Souvenirs, souvenirs, Je vous retrouve dans mon cœur, Et vous faites refleurir, Tous mes rêves de bonheur !

Je n'ai pas écrit cet article mais je me souviens de la Casa Miguel ! Je me souviens du vieil homme dans l'arrière cuisine, son "homme" ? Miguel ?! Malade, râlant, balancé sur un rocking chair, la télé à fond parce qu'il était sourd, tandis que Mme trottinait pour servir les clients. Fallait voir les clients ! Jusqu'à ce que des vedettes de la télé décident de fréquenter le restau !

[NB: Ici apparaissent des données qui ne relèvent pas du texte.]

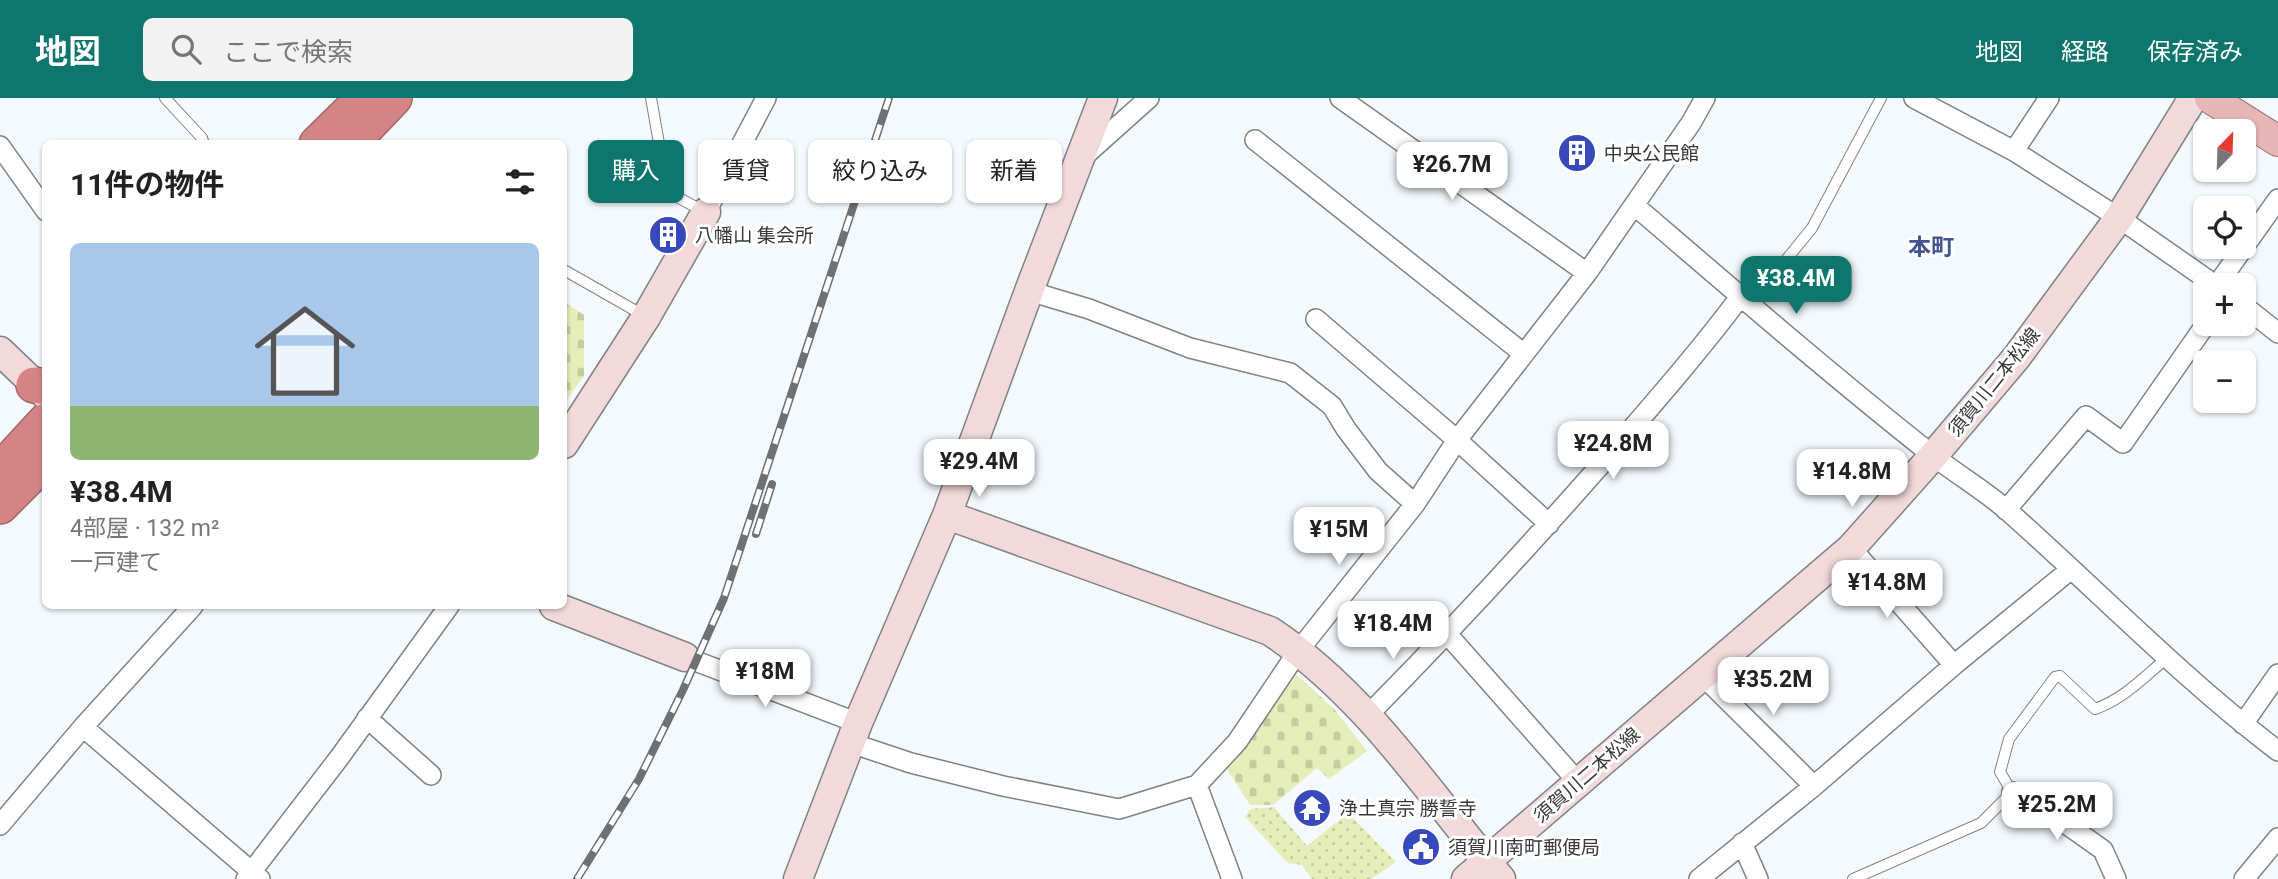 <!DOCTYPE html>
<html lang="ja">
<head>
<meta charset="utf-8">
<style>
	body { margin:0; font-family:Roboto,"Noto Sans JP",sans-serif; background:#f2f2f2; color:#222; height:100vh; display:flex; flex-direction:column; font-size:26px; white-space:nowrap }
	* { box-sizing:border-box; margin:0 }
	p { font-size:23px; color:#767676 }
	.icon { flex:none; width:38px; height:38px; fill:none; stroke:currentColor; stroke-width:2; stroke-linecap:round; stroke-linejoin:round }
	.map { position:relative; flex:1; overflow:hidden }
	.sheet { position:absolute; left:42px; top:42px; width:525px; height:469px; display:flex; flex-direction:column; background:#fff; border-radius:10px; box-shadow:0 2px 5px #0004 }
	.sheet>* { flex:none }
	.top-card { position:absolute; left:588px; top:42px; width:665px; height:63px; display:flex; gap:14px }
	.needle { width:46px; rotate:23deg }
	.fabs { position:absolute; left:2193px; top:21px; display:grid; gap:14px }
	.fabs a { display:grid; place-items:center; width:63px; height:63px; border-radius:10px; background:#fff; box-shadow:0 2px 5px #0004; font-size:35px }
	.price { position:absolute; translate:-50% -60px; padding:0 16px; border-radius:14px; background:#fff; color:#222; font-size:23px; line-height:46px; filter:drop-shadow(0 2px 4px #0008) }
	.price::after { content:''; position:absolute; left:50%; top:42px; width:21px; height:16px; margin-left:-10px; background:inherit; clip-path:polygon(0 0,100% 0,50% 100%) }
	.price.selected { background:#0f766e; color:#fff }
	ul { padding:0; list-style:none }
	li { display:grid; align-content:center; gap:14px; height:371px; padding:0 28px }
	li span { display:grid; place-items:center; height:217px; border-radius:10px; color:#555 }
	li>.icon { margin-inline-start:auto }
	span .icon { width:126px; height:126px; fill:#fffc; stroke-width:1 }
	li b { font-size:30px }
	h2 { display:flex; justify-content:space-between; align-items:center; height:84px; padding:0 28px; font-size:30px }
	.tag { padding:0 24px; border-radius:10px; background:#fff; box-shadow:0 2px 5px #0004; font-size:24px; line-height:63px }
	.tag.selected { background:#0f766e; color:#fff }
	header { display:flex; align-items:center; gap:42px; box-sizing:border-box; height:98px; padding:0 35px; background:#0f766e; color:#fff }
	header strong { font-size:33px }
	nav { display:flex; gap:38px; margin-inline-start:auto; font-size:24px }
	.search { width:490px; height:63px; background:#f2f2f2; display:flex; align-items:center; gap:18px; box-sizing:border-box; padding:0 24px; border-radius:10px; color:#767676; font-size:26px }
	.map>svg:first-child { display:block }
	.cemetery { fill:url(#cemetery-stones) }
	.garden { fill:url(#garden-dots) }
	.lines { fill:none; stroke-linecap:round; stroke-linejoin:round }
	.lane-casing { stroke:#7f8386; stroke-width:12 }
	.street-casing { stroke:#7f8386; stroke-width:22 }
	.secondary-casing { stroke:#7f8386; stroke-width:31 }
	.primary-casing { stroke:#9d696b; stroke-width:32 }
	.highway-casing { stroke:#9d696b; stroke-width:38 }
	.lane { stroke:#fff; stroke-width:10 }
	.street { stroke:#fff; stroke-width:19 }
	.secondary { stroke:#f2dadb; stroke-width:28 }
	.primary { stroke:#e6b5b6; stroke-width:30 }
	.highway { stroke:#d58486; stroke-width:35 }
	.rail-casing { stroke:#6e7072; stroke-width:8 }
	.rail { stroke:#fff; stroke-width:5; stroke-dasharray:16; stroke-linecap:butt }
	.labels { text-anchor:middle; dominant-baseline:central; stroke-width:6; stroke-linejoin:round; paint-order:stroke }
	.poi-label { font-size:19px; fill:#363839; stroke:#fff; text-anchor:start }
	.street-label { font-size:19px; fill:#363839; stroke:#fff }
	.quarter-label { font-size:23px; font-weight:bold; fill:#42538f; stroke:#fff }
</style>
</head>
<body>
<header>
<strong>地図</strong>
<div class="search"><svg class="icon" aria-label="search" viewBox="0 0 24 24"><circle cx="10" cy="10" r="6"/><path d="M15 15l6 6"/></svg>ここで検索</div>
<nav><a>地図</a><a>経路</a><a>保存済み</a></nav>
</header>
<div class="map">
<svg width="2278" height="781" viewBox="0 0 2278 781">
	<defs>
		<pattern id="cemetery-stones" width="16" height="16" patternUnits="userSpaceOnUse" patternTransform="scale(1.75)"><rect width="16" height="16" fill="#e5edb9"/><path d="M2 7V4a2 2 0 0 1 4 0v3zM10 15v-3a2 2 0 0 1 4 0v3z" fill="#c5cca0"/></pattern>
		<pattern id="garden-dots" width="8" height="8" patternUnits="userSpaceOnUse" patternTransform="scale(1.75)"><rect width="8" height="8" fill="#e5edb9"/><path d="M2 2h.1M6 6h.1" fill="none" stroke="#c5cca0" stroke-width="1.8" stroke-linecap="round"/></pattern>
	</defs>
	<rect width="100%" height="100%" fill="#f4f9fd"/>
	<path class="cemetery" d="M564,204L584,217V278L564,305Z
		M1297,577L1334,611L1367,653L1329,681L1317,670L1273,707H1250L1225,668Z"/>
	<path class="garden" d="M1274,709L1307,748L1348,715L1396,764L1371,781H1312L1302,767L1288,765L1245,719L1250,711Z"/>
	<g class="lines">
		<defs>
			<path id="lane" d="M165,0L202,40L204,46
				M651,0L660,51L661,88
				M612,64L705,114
				M564,172L643,217
				M1750,206L1812,130L1881,0
				M1853,781L1981,725L2012,694L2000,674L2009,641L2055,579L2060,578L2095,611C2124,601 2144,579 2167,560"/>
			<path id="street" d="M1340,0L1587,175
				M1914,0L2014,53L2119,120L2215,187
				M1255,42L1524,256
				M0,48L46,113
				M2014,53L2049,0
				M1082,60L1149,0
				M1634,107C1732,191 1830,276 1931,356C1956,376 1984,392 2008,413C2098,493 2182,580 2278,653
				M706,114L766,0
				M2217,187L2278,101
				M1029,193L1089,211L1190,250L1290,275L1332,308L1346,331L1378,373L1415,406
				M2244,208L2278,235
				M1316,221L1457,342L1549,426
				M2006,412L2086,318L2123,345L2206,226
				M1851,450L1954,567
				M1448,537L1578,684
				M685,559L858,625
				M1703,578L1814,688
				M1368,617C1447,537 1523,455 1597,371C1646,314 1695,259 1740,199
				M367,620L431,677
				M2243,626L2278,576
				M83,629L260,781
				M851,645L911,665L1003,688L1119,711L1197,687L1237,644L1299,552L1415,406L1457,342L1587,175L1691,25L1705,0
				M1197,687L1232,781
				M2012,694L2052,716L2103,752L2116,781
				M0,727L83,629L193,508
				M1742,745L1758,781
				M246,781L339,660L449,508
				M1699,781L1814,688L1954,567L2070,472
				M2244,781L2278,740"/>
			<path id="secondary" d="M0,253L46,297
				M564,346L646,219L706,114
				M947,417L1270,533C1365,596 1429,695 1501,781
				M554,508L685,559
				M798,781L858,625L947,417L1029,193L1103,0
				M1466,781L1851,450L1933,358L2016,260L2119,120L2193,0"/>
			<path id="primary" d="M2210,0L2278,43"/>
			<path id="highway" d="M353,43L394,0
				M317,46L364,0
				M34,287L46,289
				M0,373L46,323
				M0,408L46,362"/>
		</defs>
		<use href="#lane" class="lane-casing"/>
		<use href="#street" class="street-casing"/>
		<use href="#secondary" class="secondary-casing"/>
		<use href="#primary" class="primary-casing"/>
		<use href="#highway" class="highway-casing"/>
		<use href="#lane" class="lane"/>
		<use href="#street" class="street"/>
		<use href="#secondary" class="secondary"/>
		<use href="#primary" class="primary"/>
		<use href="#highway" class="highway"/>
		<defs>
			<path id="rail" d="M756,436L772,386
				M577,781L639,681L683,592L724,500L889,0"/>
		</defs>
		<use href="#rail" class="rail-casing"/>
		<use href="#rail" class="rail"/>
	</g>
	<defs>
		<symbol id="building-disc" viewBox="-11 -11 22 22"><circle r="9.5" fill="#364abc" stroke="#fff"/><path d="M-4-6H4V6H1V3H-1V6H-4ZM-2.5-4.3h1.7v1.8h-1.7ZM.8-4.3h1.7v1.8H.8ZM-2.5-1h1.7V.8h-1.7ZM.8-1h1.7V.8H.8Z" fill="#fff"/></symbol>
		<symbol id="temple-disc" viewBox="-11 -11 22 22"><circle r="9.5" fill="#364abc" stroke="#fff"/><path d="M0-6L5-2H3V0L6.5 2.5H4V6H1.5V3h-3V6H-4V2.5H-6.5L-3 0V-2H-5Z" fill="#fff"/></symbol>
		<symbol id="civic-disc" viewBox="-11 -11 22 22"><circle r="9.5" fill="#364abc" stroke="#fff"/><path d="M-.6-6.5H3V-4.5H.6V-3L4-1V1h2V6H-6V1h2V-1L-.6-3ZM-1.2 2.5V6h2.4V2.5Z" fill="#fff"/></symbol>
	</defs>
	<g fill-rule="evenodd">
		<use href="#building-disc" x="1555" y="33" width="44" height="44"/>
		<use href="#building-disc" x="646" y="115" width="44" height="44"/>
		<use href="#temple-disc" x="1290" y="688" width="44" height="44"/>
		<use href="#civic-disc" x="1399" y="727" width="44" height="44"/>
	</g>
	<g class="labels">
		<g class="poi-label">
			<text x="1604" y="55">中央公民館</text>
			<text x="695" y="137">八幡山 集会所</text>
			<text x="1339" y="710">浄土真宗 勝誓寺</text>
			<text x="1448" y="749">須賀川南町郵便局</text>
		</g>
		<g class="street-label">
			<text transform="translate(1994 284) rotate(-51)">須賀川二本松線</text>
			<text transform="translate(1587 677) rotate(-41)">須賀川二本松線</text>
		</g>
		<g class="quarter-label">
			<text x="1931" y="149">本町</text>
		</g>
	</g>
</svg>
<div class="fabs">
<a><svg class="needle" viewBox="-14 -14 28 28"><path d="M0-13l5 13h-10z" fill="#e53935"/><path d="M0 13l5-13h-10z" fill="#767676"/></svg></a>
<a><svg class="icon" aria-label="locate" viewBox="0 0 24 24"><circle cx="12" cy="12" r="6"/><path d="M12 2v4M12 18v4M2 12h4M18 12h4"/></svg></a>
<a>+</a>
<a>−</a>
</div>
<b class="price" style="left:1452px;top:104px">¥26.7M</b>
<b class="price selected" style="left:1796px;top:218px">¥38.4M</b>
<b class="price" style="left:1613px;top:383px">¥24.8M</b>
<b class="price" style="left:979px;top:401px">¥29.4M</b>
<b class="price" style="left:1852px;top:411px">¥14.8M</b>
<b class="price" style="left:1339px;top:469px">¥15M</b>
<b class="price" style="left:1887px;top:522px">¥14.8M</b>
<b class="price" style="left:1393px;top:563px">¥18.4M</b>
<b class="price" style="left:765px;top:611px">¥18M</b>
<b class="price" style="left:1773px;top:619px">¥35.2M</b>
<b class="price" style="left:2057px;top:744px">¥25.2M</b>
<div class="top-card">
<a class="tag selected">購入</a>
<a class="tag">賃貸</a>
<a class="tag">絞り込み</a>
<a class="tag">新着</a>
</div>
<section class="sheet">
<h2>11件の物件<svg class="icon" aria-label="filters" viewBox="0 0 24 24"><path d="M4 7h16M4 17h16"/><circle cx="9" cy="7" r="2"/><circle cx="15" cy="17" r="2"/></svg></h2>
<ul>
<li><span style="background:linear-gradient(#a9c7e8 75%,#8fb573 0)"><svg class="icon" aria-label="home" viewBox="0 0 24 24"><path d="M3 11l9-7 9 7M6 9v11h12V9"/></svg></span><div><b>¥38.4M</b><p>4部屋 · 132 m²</p><p>一戸建て</p></div></li>
</ul>
</section>
</div>
</body>
</html>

Le restaurant le moins cher du monde -dixit le Livre Guinness des records- se trouve à Paris. Pour le prix du supplément de moutarde du Fouquet' s les presque sans-le-sou peuvent s'offrir un repas complet à la Casa Miguel.
Lundi 16 décembre, les Restaurants du Coeur reprendront du service. Durant tout l'hiver ils dispenseront aux indigents un repas frugal provenant des surplus de la communauté européenne, des dons d'entreprises ou de ceux de particuliers. L'opération caritative imaginée par Coluche peut laisser penser que la faim qui tenaille les plus démunis n'a cours qu'une fois la période hivernale venue. En fait, le besoin de manger vous tourmente les douze mois de l'année. Vérité toute crue à laquelle répond la Casa Miguel sise au 48 de la rue Saint-Georges tout près de l'église Notre-Dame-de-Lorette dans le IXe arrondissement de Paris. Dans ce tout petit restaurant, pour un franc de moins que ce que vous a coûté le journal que vous lisez actuellement, il vous sera proposé un repas complet qu'accompagnera un quart de vin rouge. En complément vous profiterez de l'amabilité d'une des plus vieilles grands-mères encore en activité.
25 janvier 1949, Jour de fête. Madame Miguel rayonne. Dix ans après avoir fui l'Espagne franquiste, elle ouvre son restaurant. De nombreux compagnons d'exil l'entourent. L'inauguration se prolonge tard dans la nuit. Les bouteilles s'amoncellent, les chants résonnent. Quarante deux ans passent. Madame Miguel a quatre-vingt quatre ans. Sa fille lui a demandé d'arrêter. Mais Maria Miguel veut continuer à servir ses vingt quatre couverts quotidiens. La retraite, antichambre de la mort, ne lui conviendrait pas. En hiver, elle n'ouvre plus le soir. C'est la seule concession qu'elle ait jamais faite à la pression familiale.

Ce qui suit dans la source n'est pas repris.